Migrating HA Cluster, Want to Force Full Replication

List overview All Threads
Download

newer

older

Replication issue with OpenLdap:...

Timeouts with ldap_search_ext_s...

Brendan Kearney

17 Dec 2025 17 Dec '25

6:18 a.m.

List members,

I plan on updating my 3 node multi-primary instances and want to have a full resync done when each instance is rebuilt and rejoined to the cluster. Currently, I have both config and DIT fully replicated between all instances. When I rebuild each node, it will have all of the configs in place to be a part of the cluster. What I would like to have is all the data pushed to the newly built, but empty, instance.

I have a process that is somewhat brute force, where all data is exported, stripped of entryCSN and contextCSN values, then added back to the newly built instance. This would require that the other instances be stopped or otherwise not take any updates during the transition. I would like to avoid this disruption in service, if at all possible.

Is there a way to have a full resync done when a rebuilt instance that has no data rejoins a cluster?

Thanks in advance,

Brendan Kearney

Show replies by date

Ondřej Kuzník

17 Dec 17 Dec

6:46 a.m.

On Wed, Dec 17, 2025 at 09:18:04AM -0500, Brendan Kearney wrote:

...

List members,

I plan on updating my 3 node multi-primary instances and want to have a full resync done when each instance is rebuilt and rejoined to the cluster. Currently, I have both config and DIT fully replicated between all instances. When I rebuild each node, it will have all of the configs in place to be a part of the cluster. What I would like to have is all the data pushed to the newly built, but empty, instance.
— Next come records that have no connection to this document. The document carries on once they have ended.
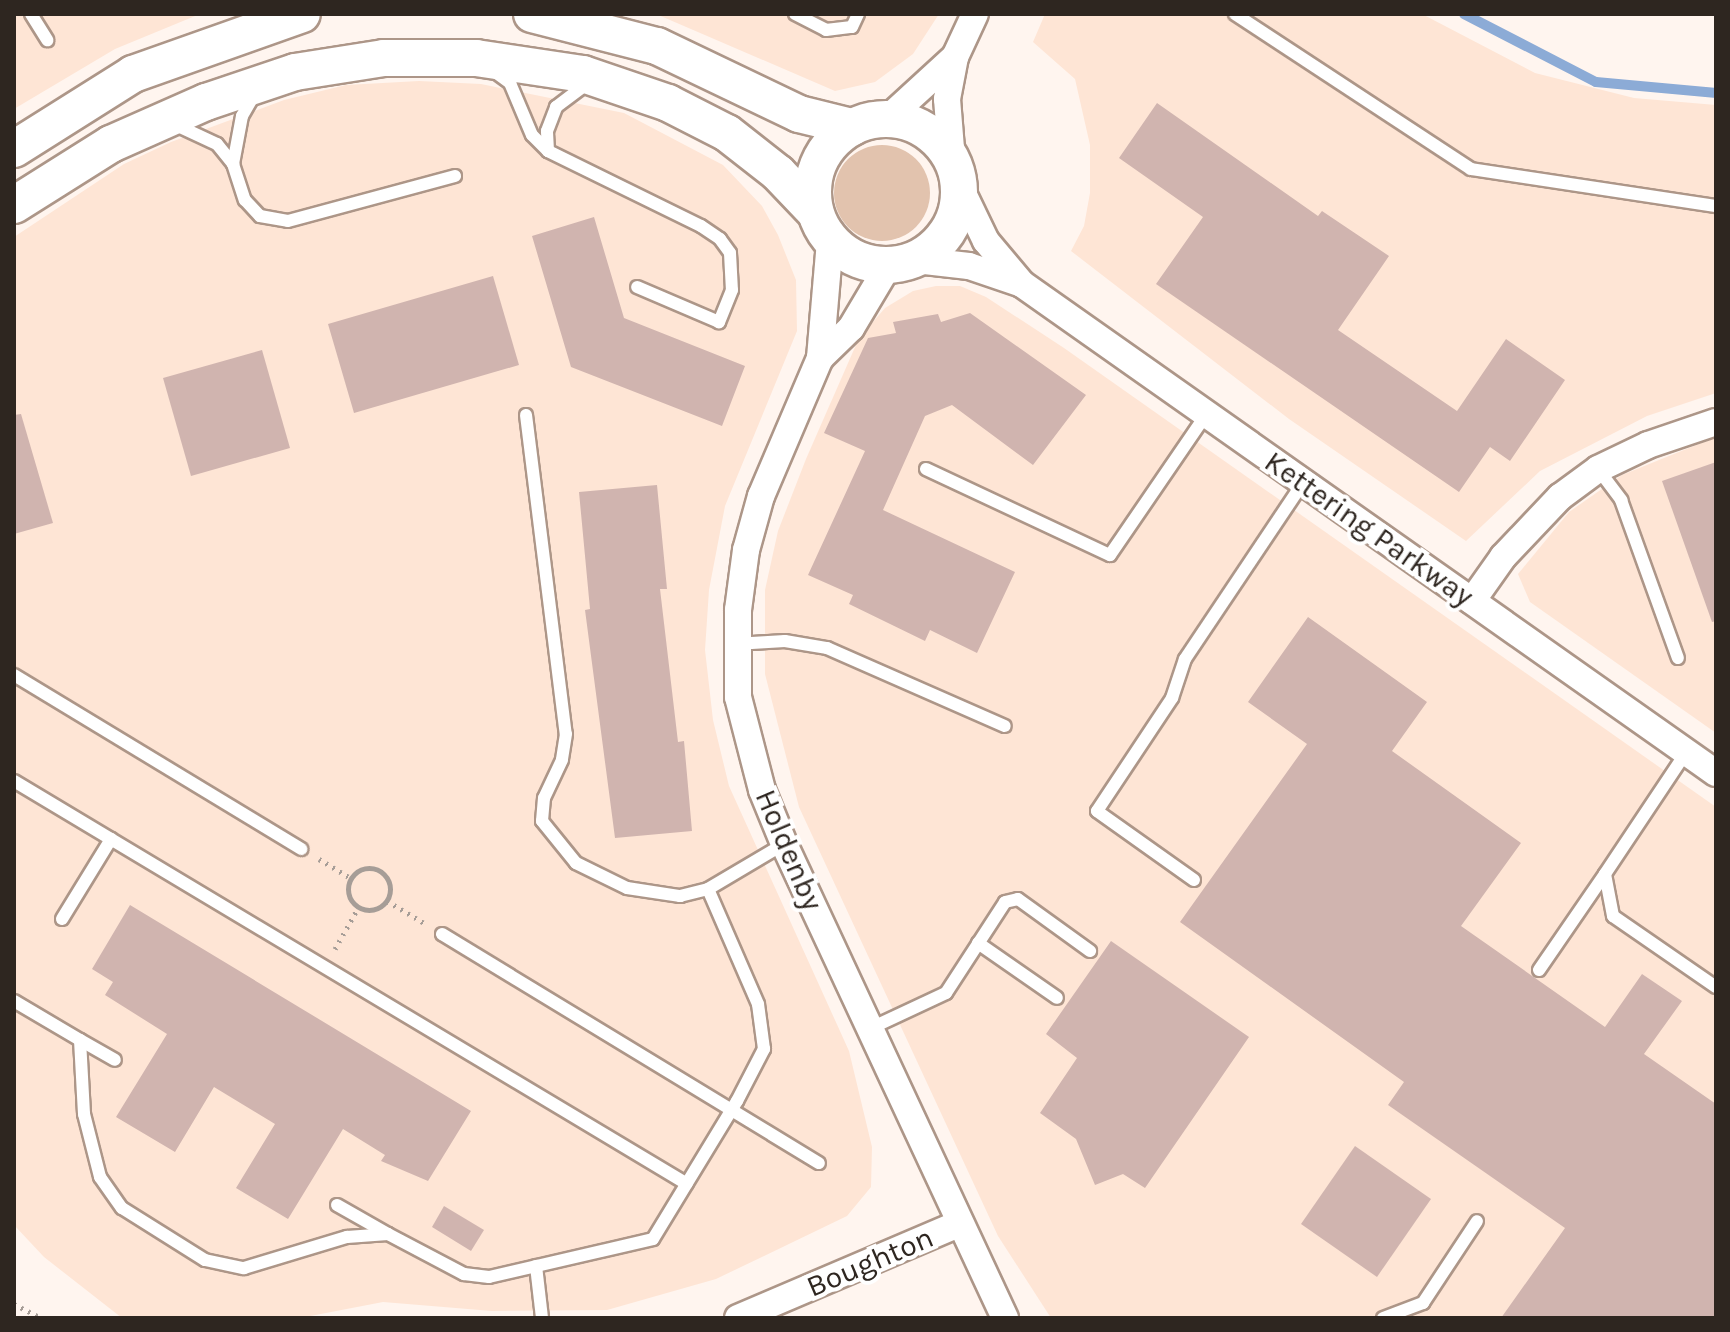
<!DOCTYPE html>
<html>
<head>
<meta charset="utf-8">
<style>
	body { margin:0 }
	#map { position:relative; width:1730px; height:1332px; overflow:hidden; background:#fff5ef; font-family:Karla,sans-serif }
	div>[style] { position:absolute }
	.built>* { inset:0; background:#fee5d5 }
	.green>* { inset:0; background:#e2c3ae }
	.round { border-radius:50% }
	.stream>* { height:10px; margin:-5px; padding:0 5px; transform-origin:5px; border-radius:5px; background:#8cabd6 }
	.building>* { inset:0; background:#d0b4af }
	.path>* { height:5px; margin-top:-2.5px; transform-origin:0; background:repeating-linear-gradient(90deg,#a69d97 0 2px,transparent 0 8px) }
	.path>.ring { margin:-2.5px; padding:0; box-sizing:content-box; background:none; border:5px solid #a69d97; border-radius:50% }
	.roads { filter:drop-shadow(2px 0 #ad9688) drop-shadow(-2px 0 #ad9688) drop-shadow(0 2px #ad9688) drop-shadow(0 -2px #ad9688) }
	.lane>* { height:12px; margin:-6px; padding:0 6px; transform-origin:6px; border-radius:6px; background:#fff }
	.street>* { height:26px; margin:-13px; padding:0 13px; transform-origin:13px; border-radius:13px; background:#fff }
	.secondary>* { height:36px; margin:-18px; padding:0 18px; transform-origin:18px; border-radius:18px; background:#fff }
	.secondary>.ring { margin:-18px; padding:0; box-sizing:content-box; background:none; border:36px solid #fff; border-radius:50% }
	span { translate:-50% -50%; white-space:nowrap; text-align:center; line-height:1.15; -webkit-text-stroke:8px #fff; paint-order:stroke }
	.street-label { font-size:30px; color:#2e2620 }
	.frame { position:absolute; inset:0; border:16px solid #2e2620; pointer-events:none }
</style>
</head>
<body>
<div id="map">
	<div class="built">
		<i style="clip-path:polygon(14px 14px,200px 14px,115px 49px,14px 109px)"></i>
		<i style="clip-path:polygon(656px 14px,939px 14px,913px 54px,875px 82px,835px 91px)"></i>
		<i style="clip-path:polygon(1045px 14px,1422px 14px,1535px 73px,1634px 98px,1716px 105px,1716px 393px,1647px 416px,1540px 471px,1466px 541px,1289px 419px,1071px 251px,1084px 226px,1090px 193px,1090px 145px,1075px 79px,1033px 42px)"></i>
		<i style="clip-path:polygon(419px 81px,481px 84px,624px 113px,723px 165px,762px 206px,778px 235px,796px 280px,797px 331px,725px 506px,709px 590px,705px 650px,713px 720px,729px 786px,849px 1051px,872px 1147px,871px 1187px,847px 1216px,716px 1279px,607px 1310px,492px 1311px,383px 1302px,300px 1318px,122px 1318px,44px 1257px,14px 1225px,14px 237px,124px 164px,171px 142px,284px 100px,346px 85px)"></i>
		<i style="clip-path:polygon(936px 286px,960px 286px,986px 297px,1064px 348px,1716px 807px,1716px 1318px,1051px 1318px,998px 1236px,799px 807px,765px 674px,765px 590px,778px 531px,806px 459px,859px 338px,885px 308px,913px 291px)"></i>
		<i style="clip-path:polygon(1716px 437px,1716px 733px,1530px 602px,1518px 574px,1569px 512px,1622px 475px)"></i>
	</div>
	<div class="green">
		<i class="round" style="left:834px;top:145px;width:96px;height:96px"></i>
	</div>
	<div class="stream">
		<i style="left:1464px;top:14px;width:148px;rotate:27.3deg"></i>
		<i style="left:1596px;top:82px;width:121px;rotate:5.2deg"></i>
	</div>
	<div class="building">
		<i style="clip-path:polygon(1157px 103px,1318px 216px,1322px 211px,1389px 256px,1338px 330px,1457px 411px,1506px 339px,1565px 380px,1510px 461px,1490px 447px,1459px 492px,1156px 284px,1203px 217px,1119px 158px)"></i>
		<i style="clip-path:polygon(594px 217px,624px 318px,745px 366px,722px 426px,571px 367px,532px 236px)"></i>
		<i style="clip-path:polygon(493px 276px,519px 365px,354px 413px,328px 324px)"></i>
		<i style="clip-path:polygon(970px 313px,1086px 395px,1033px 465px,952px 405px,925px 416px,883px 510px,1015px 572px,977px 653px,930px 630px,925px 641px,849px 604px,853px 595px,808px 575px,865px 451px,824px 433px,868px 338px,896px 333px,893px 322px,938px 314px,941px 322px)"></i>
		<i style="clip-path:polygon(262px 350px,290px 448px,191px 476px,163px 378px)"></i>
		<i style="clip-path:polygon(21px 414px,53px 523px,14px 534px,14px 415px)"></i>
		<i style="clip-path:polygon(1716px 462px,1716px 621px,1712px 622px,1662px 481px)"></i>
		<i style="clip-path:polygon(657px 485px,667px 589px,660px 589px,678px 742px,684px 741px,692px 831px,615px 838px,585px 610px,590px 609px,579px 492px)"></i>
		<i style="clip-path:polygon(1308px 617px,1427px 702px,1392px 751px,1521px 843px,1461px 926px,1605px 1027px,1642px 974px,1682px 1001px,1644px 1054px,1716px 1104px,1716px 1318px,1501px 1318px,1565px 1228px,1388px 1105px,1404px 1082px,1180px 922px,1307px 744px,1248px 702px)"></i>
		<i style="clip-path:polygon(130px 905px,471px 1111px,428px 1181px,381px 1161px,385px 1155px,343px 1129px,288px 1219px,236px 1188px,275px 1124px,214px 1087px,175px 1152px,116px 1117px,167px 1034px,105px 995px,113px 982px,92px 969px)"></i>
		<i style="clip-path:polygon(1111px 941px,1249px 1037px,1145px 1188px,1123px 1174px,1095px 1185px,1076px 1139px,1040px 1113px,1077px 1058px,1046px 1034px)"></i>
		<i style="clip-path:polygon(1355px 1146px,1431px 1199px,1377px 1277px,1301px 1224px)"></i>
		<i style="clip-path:polygon(444px 1206px,484px 1230px,471px 1251px,432px 1227px)"></i>
	</div>
	<div class="path">
		<i style="left:319px;top:859px;width:37px;rotate:31deg"></i>
		<i class="ring" style="left:348px;top:868px;width:37px;height:37px"></i>
		<i style="left:387px;top:901px;width:43px;rotate:30.7deg"></i>
		<i style="left:335px;top:949px;width:47px;rotate:-60.7deg"></i>
		<i style="left:14px;top:1304px;width:30px;rotate:27deg"></i>
	</div>
	<div class="roads">
		<div class="lane">
			<i style="left:31px;top:14px;width:31px;rotate:58deg"></i>
			<i style="left:795px;top:14px;width:35px;rotate:27deg"></i>
			<i style="left:826px;top:30px;width:26px;rotate:-7deg"></i>
			<i style="left:852px;top:27px;width:14px;rotate:-65deg"></i>
			<i style="left:1235px;top:14px;width:282px;rotate:33.3deg"></i>
			<i style="left:1471px;top:169px;width:248px;rotate:8.6deg"></i>
			<i style="left:495px;top:72px;width:19px;rotate:36deg"></i>
			<i style="left:510px;top:83px;width:56px;rotate:67.1deg"></i>
			<i style="left:532px;top:135px;width:23px;rotate:45deg"></i>
			<i style="left:548px;top:151px;width:170px;rotate:26.1deg"></i>
			<i style="left:701px;top:226px;width:23px;rotate:34deg"></i>
			<i style="left:720px;top:239px;width:17px;rotate:54deg"></i>
			<i style="left:730px;top:253px;width:37px;rotate:87deg"></i>
			<i style="left:732px;top:290px;width:35px;rotate:112deg"></i>
			<i style="left:719px;top:322px;width:89px;rotate:-156.9deg"></i>
			<i style="left:176px;top:125px;width:45px;rotate:24.9deg"></i>
			<i style="left:217px;top:144px;width:26px;rotate:51deg"></i>
			<i style="left:233px;top:164px;width:38px;rotate:72deg"></i>
			<i style="left:245px;top:200px;width:22px;rotate:47deg"></i>
			<i style="left:260px;top:216px;width:28px;rotate:10deg"></i>
			<i style="left:288px;top:221px;width:173px;rotate:-15.1deg"></i>
			<i style="left:548px;top:151px;width:20px;rotate:-93deg"></i>
			<i style="left:547px;top:131px;width:26px;rotate:-69deg"></i>
			<i style="left:556px;top:107px;width:38px;rotate:-37deg"></i>
			<i style="left:233px;top:164px;width:49px;rotate:-79.4deg"></i>
			<i style="left:242px;top:116px;width:24px;rotate:-60deg"></i>
			<i style="left:526px;top:415px;width:321px;rotate:82.9deg"></i>
			<i style="left:566px;top:734px;width:26px;rotate:99deg"></i>
			<i style="left:562px;top:760px;width:42px;rotate:115.3deg"></i>
			<i style="left:544px;top:798px;width:23px;rotate:95deg"></i>
			<i style="left:542px;top:821px;width:54px;rotate:51deg"></i>
			<i style="left:576px;top:863px;width:57px;rotate:26.1deg"></i>
			<i style="left:627px;top:888px;width:54px;rotate:8.6deg"></i>
			<i style="left:680px;top:896px;width:29px;rotate:-14deg"></i>
			<i style="left:708px;top:889px;width:88px;rotate:-30.6deg"></i>
			<i style="left:926px;top:469px;width:203px;rotate:25.1deg"></i>
			<i style="left:1110px;top:555px;width:170px;rotate:-55.6deg"></i>
			<i style="left:1598px;top:469px;width:39px;rotate:53deg"></i>
			<i style="left:1621px;top:500px;width:168px;rotate:70.2deg"></i>
			<i style="left:735px;top:644px;width:50px;rotate:-3.4deg"></i>
			<i style="left:785px;top:641px;width:43px;rotate:9.5deg"></i>
			<i style="left:827px;top:648px;width:194px;rotate:23.7deg"></i>
			<i style="left:14px;top:675px;width:336px;rotate:31.2deg"></i>
			<i style="left:1687px;top:751px;width:148px;rotate:123.7deg"></i>
			<i style="left:1605px;top:874px;width:43px;rotate:79.2deg"></i>
			<i style="left:1613px;top:916px;width:125px;rotate:34.6deg"></i>
			<i style="left:14px;top:781px;width:784px;rotate:30.91deg"></i>
			<i style="left:1194px;top:880px;width:119px;rotate:-144.6deg"></i>
			<i style="left:1097px;top:811px;width:136px;rotate:-56.4deg"></i>
			<i style="left:1172px;top:698px;width:41px;rotate:-71.6deg"></i>
			<i style="left:1185px;top:659px;width:212px;rotate:-56.2deg"></i>
			<i style="left:62px;top:919px;width:94px;rotate:-58.5deg"></i>
			<i style="left:442px;top:934px;width:441px;rotate:31.3deg"></i>
			<i style="left:978px;top:943px;width:96px;rotate:34.8deg"></i>
			<i style="left:1539px;top:970px;width:116px;rotate:-55.5deg"></i>
			<i style="left:14px;top:1001px;width:77px;rotate:30.6deg"></i>
			<i style="left:80px;top:1040px;width:74px;rotate:86.9deg"></i>
			<i style="left:84px;top:1114px;width:65px;rotate:75.7deg"></i>
			<i style="left:100px;top:1177px;width:38px;rotate:55deg"></i>
			<i style="left:122px;top:1208px;width:98px;rotate:32.1deg"></i>
			<i style="left:205px;top:1260px;width:40px;rotate:12deg"></i>
			<i style="left:244px;top:1268px;width:108px;rotate:-16.8deg"></i>
			<i style="left:347px;top:1237px;width:41px;rotate:-4.2deg"></i>
			<i style="left:388px;top:1234px;width:86px;rotate:27.8deg"></i>
			<i style="left:464px;top:1274px;width:25px;rotate:7deg"></i>
			<i style="left:489px;top:1277px;width:168px;rotate:-13deg"></i>
			<i style="left:653px;top:1239px;width:162px;rotate:-58.7deg"></i>
			<i style="left:737px;top:1101px;width:59px;rotate:-62.6deg"></i>
			<i style="left:764px;top:1049px;width:45px;rotate:-97.6deg"></i>
			<i style="left:758px;top:1004px;width:125px;rotate:-113.5deg"></i>
			<i style="left:869px;top:1029px;width:85px;rotate:-25.1deg"></i>
			<i style="left:946px;top:993px;width:108px;rotate:-57deg"></i>
			<i style="left:1005px;top:902px;width:13px;rotate:-13deg"></i>
			<i style="left:1018px;top:899px;width:89px;rotate:35.8deg"></i>
			<i style="left:80px;top:1040px;width:40px;rotate:29.7deg"></i>
			<i style="left:337px;top:1205px;width:59px;rotate:29.6deg"></i>
			<i style="left:536px;top:1266px;width:52px;rotate:83.4deg"></i>
			<i style="left:1383px;top:1318px;width:43px;rotate:-20.6deg"></i>
			<i style="left:1423px;top:1303px;width:98px;rotate:-56.6deg"></i>
		</div>
		<div class="street">
			<i style="left:887px;top:119px;width:92px;rotate:-42.4deg"></i>
			<i style="left:952px;top:161px;width:62px;rotate:-94.6deg"></i>
			<i style="left:947px;top:99px;width:43px;rotate:-79.2deg"></i>
			<i style="left:955px;top:57px;width:47px;rotate:-65.1deg"></i>
			<i style="left:959px;top:185px;width:62px;rotate:64.3deg"></i>
			<i style="left:986px;top:241px;width:56px;rotate:50.1deg"></i>
			<i style="left:1022px;top:284px;width:849px;rotate:35.17deg"></i>
			<i style="left:916px;top:260px;width:53px;rotate:6.5deg"></i>
			<i style="left:969px;top:266px;width:56px;rotate:18.8deg"></i>
			<i style="left:888px;top:266px;width:72px;rotate:120.8deg"></i>
			<i style="left:851px;top:328px;width:43px;rotate:135.9deg"></i>
			<i style="left:820px;top:358px;width:150px;rotate:113.1deg"></i>
			<i style="left:761px;top:496px;width:56px;rotate:105.5deg"></i>
			<i style="left:746px;top:550px;width:61px;rotate:97.6deg"></i>
			<i style="left:738px;top:610px;width:87px;rotate:90deg"></i>
			<i style="left:738px;top:697px;width:96px;rotate:75.5deg"></i>
			<i style="left:762px;top:790px;width:58px;rotate:67.8deg"></i>
			<i style="left:784px;top:844px;width:523px;rotate:65deg"></i>
			<i style="left:820px;top:358px;width:117px;rotate:-85.1deg"></i>
			<i style="left:1472px;top:601px;width:54px;rotate:-54.8deg"></i>
			<i style="left:1503px;top:557px;width:83px;rotate:-46.5deg"></i>
			<i style="left:1560px;top:497px;width:47px;rotate:-36.4deg"></i>
			<i style="left:1598px;top:469px;width:55px;rotate:-25.6deg"></i>
			<i style="left:1648px;top:445px;width:72px;rotate:-18.7deg"></i>
			<i style="left:738px;top:1318px;width:239px;rotate:-23.1deg"></i>
		</div>
		<div class="secondary">
			<i style="left:532px;top:14px;width:129px;rotate:14.4deg"></i>
			<i style="left:657px;top:46px;width:157px;rotate:25.6deg"></i>
			<i style="left:799px;top:114px;width:55px;rotate:13.8deg"></i>
			<i class="ring" style="left:813px;top:119px;width:110px;height:110px"></i>
			<i style="left:14px;top:149px;width:141px;rotate:-32.2deg"></i>
			<i style="left:133px;top:74px;width:179px;rotate:-19.5deg"></i>
			<i style="left:14px;top:205px;width:115px;rotate:-32.2deg"></i>
			<i style="left:111px;top:144px;width:104px;rotate:-23.9deg"></i>
			<i style="left:206px;top:102px;width:94px;rotate:-18.6deg"></i>
			<i style="left:295px;top:72px;width:90px;rotate:-8.9deg"></i>
			<i style="left:384px;top:58px;width:92px"></i>
			<i style="left:476px;top:58px;width:108px;rotate:8.5deg"></i>
			<i style="left:583px;top:74px;width:90px;rotate:18.8deg"></i>
			<i style="left:668px;top:103px;width:66px;rotate:27deg"></i>
			<i style="left:727px;top:133px;width:65px;rotate:38.1deg"></i>
			<i style="left:778px;top:173px;width:54px;rotate:46.5deg"></i>
		</div>
	</div>
	<div class="street-label">
		<span style="left:1369px;top:529px;rotate:35deg">Kettering Parkway</span>
		<span style="left:789px;top:850px;rotate:67deg">Holdenby</span>
		<span style="left:870px;top:1262px;rotate:-23deg">Boughton</span>
	</div>
	<div class="frame"></div>
</div>
</body>
</html>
I have a process that is somewhat brute force, where all data is exported, stripped of entryCSN and contextCSN values, then added back to the newly built instance. This would require that the other instances be stopped or otherwise not take any updates during the transition. I would like to avoid this disruption in service, if at all possible.

Is there a way to have a full resync done when a rebuilt instance that has no data rejoins a cluster?

Hi Brendan, it's much simpler than you think: - slapcat cn=config, slapadd -n0 it on each server - then either: - slapcat your DB(s) on one of the servers, then just slapadd it (no changes, no behavioural options, maybe -q) - or just start with an empty DB and the replica will sync up from scratch, when it does, you can register it with your load balancer

Certainly do not munge the slapcat output in any way before loading it. The slapcat is also your backup, some sites choose to set up a spare server that gets stopped, slapcat'd and then started again. Gives them a pristine backup as well with no impact on the rest of the site.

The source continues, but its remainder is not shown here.